## EXERCISE AIM
Scan the records for the word "tiles". Copy each line that includes it.

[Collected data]
------

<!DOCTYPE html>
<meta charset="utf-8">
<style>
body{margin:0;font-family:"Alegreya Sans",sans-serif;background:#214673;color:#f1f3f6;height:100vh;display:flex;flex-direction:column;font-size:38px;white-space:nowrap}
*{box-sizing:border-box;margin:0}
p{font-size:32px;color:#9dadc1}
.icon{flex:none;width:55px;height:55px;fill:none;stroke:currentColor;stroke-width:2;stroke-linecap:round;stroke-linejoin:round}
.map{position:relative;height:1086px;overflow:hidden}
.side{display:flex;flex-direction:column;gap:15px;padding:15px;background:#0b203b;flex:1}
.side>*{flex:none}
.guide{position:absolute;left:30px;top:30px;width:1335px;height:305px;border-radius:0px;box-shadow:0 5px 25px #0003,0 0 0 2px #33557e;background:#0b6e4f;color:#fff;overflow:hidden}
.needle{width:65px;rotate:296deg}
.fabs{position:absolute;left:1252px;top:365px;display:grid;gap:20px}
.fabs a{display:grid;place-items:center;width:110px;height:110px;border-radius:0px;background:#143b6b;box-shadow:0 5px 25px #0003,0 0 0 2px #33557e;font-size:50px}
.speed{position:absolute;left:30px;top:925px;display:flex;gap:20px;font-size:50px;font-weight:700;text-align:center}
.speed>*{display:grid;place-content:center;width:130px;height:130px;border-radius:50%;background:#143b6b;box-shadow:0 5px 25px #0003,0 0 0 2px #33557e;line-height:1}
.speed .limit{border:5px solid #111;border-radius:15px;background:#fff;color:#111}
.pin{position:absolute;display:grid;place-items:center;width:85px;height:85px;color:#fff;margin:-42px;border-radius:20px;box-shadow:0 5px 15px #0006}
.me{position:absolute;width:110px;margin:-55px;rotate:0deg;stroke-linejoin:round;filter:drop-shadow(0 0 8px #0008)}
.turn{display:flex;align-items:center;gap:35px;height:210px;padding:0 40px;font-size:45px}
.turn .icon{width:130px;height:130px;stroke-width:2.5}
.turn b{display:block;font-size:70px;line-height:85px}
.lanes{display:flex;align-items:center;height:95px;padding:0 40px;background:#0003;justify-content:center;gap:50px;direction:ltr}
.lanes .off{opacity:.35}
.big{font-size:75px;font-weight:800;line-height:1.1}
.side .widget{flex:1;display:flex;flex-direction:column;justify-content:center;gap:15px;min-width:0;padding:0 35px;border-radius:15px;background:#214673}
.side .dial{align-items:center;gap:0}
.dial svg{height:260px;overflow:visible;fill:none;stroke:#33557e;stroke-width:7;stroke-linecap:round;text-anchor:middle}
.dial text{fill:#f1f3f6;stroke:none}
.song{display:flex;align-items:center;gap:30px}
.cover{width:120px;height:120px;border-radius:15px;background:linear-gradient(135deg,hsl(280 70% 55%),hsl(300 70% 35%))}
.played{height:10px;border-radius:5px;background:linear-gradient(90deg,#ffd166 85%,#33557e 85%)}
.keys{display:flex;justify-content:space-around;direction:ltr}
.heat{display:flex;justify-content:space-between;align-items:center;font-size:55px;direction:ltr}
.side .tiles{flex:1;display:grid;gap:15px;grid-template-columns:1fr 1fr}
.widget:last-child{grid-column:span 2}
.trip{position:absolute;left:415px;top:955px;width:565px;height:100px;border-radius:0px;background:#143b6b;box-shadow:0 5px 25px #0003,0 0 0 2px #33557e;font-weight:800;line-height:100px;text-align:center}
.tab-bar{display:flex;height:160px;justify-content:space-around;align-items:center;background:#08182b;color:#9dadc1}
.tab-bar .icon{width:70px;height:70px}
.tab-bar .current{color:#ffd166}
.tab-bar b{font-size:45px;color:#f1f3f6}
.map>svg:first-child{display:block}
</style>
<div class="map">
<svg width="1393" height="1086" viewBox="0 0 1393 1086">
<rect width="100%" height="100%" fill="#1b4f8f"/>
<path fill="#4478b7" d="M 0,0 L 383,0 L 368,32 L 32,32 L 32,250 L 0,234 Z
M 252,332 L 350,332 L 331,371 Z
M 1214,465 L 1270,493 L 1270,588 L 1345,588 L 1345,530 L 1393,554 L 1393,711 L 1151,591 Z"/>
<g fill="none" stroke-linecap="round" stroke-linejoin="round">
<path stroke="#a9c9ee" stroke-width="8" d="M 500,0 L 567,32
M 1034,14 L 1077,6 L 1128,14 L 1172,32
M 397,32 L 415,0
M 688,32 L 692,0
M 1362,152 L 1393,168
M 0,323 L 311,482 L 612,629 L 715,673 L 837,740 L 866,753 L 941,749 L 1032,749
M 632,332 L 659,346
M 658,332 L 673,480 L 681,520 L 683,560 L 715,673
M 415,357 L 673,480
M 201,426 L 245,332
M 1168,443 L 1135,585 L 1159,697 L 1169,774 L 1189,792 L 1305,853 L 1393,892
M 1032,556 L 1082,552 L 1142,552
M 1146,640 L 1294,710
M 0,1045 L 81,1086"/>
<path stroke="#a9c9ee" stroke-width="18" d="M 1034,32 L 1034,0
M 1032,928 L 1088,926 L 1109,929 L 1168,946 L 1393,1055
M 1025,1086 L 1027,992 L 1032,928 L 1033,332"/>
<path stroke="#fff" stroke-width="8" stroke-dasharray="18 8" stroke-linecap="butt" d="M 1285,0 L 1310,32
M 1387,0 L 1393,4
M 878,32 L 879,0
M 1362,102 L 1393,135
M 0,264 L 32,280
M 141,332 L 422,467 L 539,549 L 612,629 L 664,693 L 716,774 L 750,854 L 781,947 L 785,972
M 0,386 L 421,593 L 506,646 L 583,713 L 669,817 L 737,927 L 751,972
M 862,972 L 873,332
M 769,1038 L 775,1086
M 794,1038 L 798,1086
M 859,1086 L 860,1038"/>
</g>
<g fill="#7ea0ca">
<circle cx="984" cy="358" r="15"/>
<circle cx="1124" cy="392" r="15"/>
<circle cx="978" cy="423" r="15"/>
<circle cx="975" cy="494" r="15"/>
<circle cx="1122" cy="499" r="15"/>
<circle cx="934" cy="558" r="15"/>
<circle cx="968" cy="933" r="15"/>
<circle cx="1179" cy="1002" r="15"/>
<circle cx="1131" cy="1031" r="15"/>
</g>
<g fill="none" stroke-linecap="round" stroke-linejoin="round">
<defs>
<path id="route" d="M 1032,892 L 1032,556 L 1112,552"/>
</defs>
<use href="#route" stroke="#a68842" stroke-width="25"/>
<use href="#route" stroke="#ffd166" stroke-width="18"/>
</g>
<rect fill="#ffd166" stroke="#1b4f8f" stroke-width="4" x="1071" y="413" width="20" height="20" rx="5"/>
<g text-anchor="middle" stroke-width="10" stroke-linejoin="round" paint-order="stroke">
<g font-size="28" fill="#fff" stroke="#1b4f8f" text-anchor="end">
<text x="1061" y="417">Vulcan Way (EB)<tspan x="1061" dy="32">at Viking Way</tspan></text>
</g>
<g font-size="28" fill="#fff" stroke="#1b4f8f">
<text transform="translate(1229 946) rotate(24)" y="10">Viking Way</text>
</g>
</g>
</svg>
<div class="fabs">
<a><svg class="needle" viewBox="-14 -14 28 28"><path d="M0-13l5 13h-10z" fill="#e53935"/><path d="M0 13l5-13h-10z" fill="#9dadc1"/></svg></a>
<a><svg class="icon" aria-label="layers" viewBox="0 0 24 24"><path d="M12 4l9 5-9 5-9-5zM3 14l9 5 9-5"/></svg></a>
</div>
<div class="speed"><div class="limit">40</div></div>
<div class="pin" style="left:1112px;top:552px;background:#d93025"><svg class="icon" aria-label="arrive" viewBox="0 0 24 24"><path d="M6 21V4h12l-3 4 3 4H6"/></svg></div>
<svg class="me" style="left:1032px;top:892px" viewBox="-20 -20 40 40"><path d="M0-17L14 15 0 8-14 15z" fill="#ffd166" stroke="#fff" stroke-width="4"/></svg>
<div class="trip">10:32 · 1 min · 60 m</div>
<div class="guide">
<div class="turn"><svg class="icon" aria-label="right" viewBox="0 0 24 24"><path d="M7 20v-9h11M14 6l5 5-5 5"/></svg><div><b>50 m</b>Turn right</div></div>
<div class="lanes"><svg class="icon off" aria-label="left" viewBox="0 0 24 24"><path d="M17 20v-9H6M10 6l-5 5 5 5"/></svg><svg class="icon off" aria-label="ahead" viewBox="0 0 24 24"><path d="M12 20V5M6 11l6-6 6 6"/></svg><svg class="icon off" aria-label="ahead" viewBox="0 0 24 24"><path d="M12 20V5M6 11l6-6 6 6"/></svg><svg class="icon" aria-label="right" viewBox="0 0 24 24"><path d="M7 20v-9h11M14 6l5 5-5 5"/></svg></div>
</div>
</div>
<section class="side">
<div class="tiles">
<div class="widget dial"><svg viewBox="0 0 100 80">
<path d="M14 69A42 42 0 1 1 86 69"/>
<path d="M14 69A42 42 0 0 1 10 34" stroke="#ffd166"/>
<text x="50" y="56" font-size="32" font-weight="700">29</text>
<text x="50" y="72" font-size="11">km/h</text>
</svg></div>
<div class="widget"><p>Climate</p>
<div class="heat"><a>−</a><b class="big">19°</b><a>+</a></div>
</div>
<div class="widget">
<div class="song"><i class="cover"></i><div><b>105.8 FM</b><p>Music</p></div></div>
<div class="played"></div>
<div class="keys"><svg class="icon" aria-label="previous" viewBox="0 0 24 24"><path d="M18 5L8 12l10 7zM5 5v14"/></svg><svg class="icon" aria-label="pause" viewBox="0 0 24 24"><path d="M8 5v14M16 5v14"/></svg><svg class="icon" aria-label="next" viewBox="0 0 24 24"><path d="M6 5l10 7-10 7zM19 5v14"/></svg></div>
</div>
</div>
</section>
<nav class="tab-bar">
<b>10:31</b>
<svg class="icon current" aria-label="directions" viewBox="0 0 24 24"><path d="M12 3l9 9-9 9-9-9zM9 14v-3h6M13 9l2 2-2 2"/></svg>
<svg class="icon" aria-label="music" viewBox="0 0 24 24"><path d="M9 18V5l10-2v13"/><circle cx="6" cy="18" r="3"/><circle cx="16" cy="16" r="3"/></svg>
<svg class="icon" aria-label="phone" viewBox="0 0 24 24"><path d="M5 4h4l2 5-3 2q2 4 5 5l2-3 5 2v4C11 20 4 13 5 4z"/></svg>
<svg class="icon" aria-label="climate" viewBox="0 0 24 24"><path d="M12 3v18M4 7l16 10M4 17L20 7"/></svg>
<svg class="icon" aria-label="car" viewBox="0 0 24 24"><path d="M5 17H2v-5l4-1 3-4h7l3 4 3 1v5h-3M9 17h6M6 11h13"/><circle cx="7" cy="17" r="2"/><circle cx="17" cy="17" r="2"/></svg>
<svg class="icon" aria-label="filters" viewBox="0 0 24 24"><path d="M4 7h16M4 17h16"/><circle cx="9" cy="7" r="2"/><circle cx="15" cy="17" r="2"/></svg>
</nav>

------

## EXERCISE OUTPUT
.side .tiles{flex:1;display:grid;gap:15px;grid-template-columns:1fr 1fr}
<div class="tiles">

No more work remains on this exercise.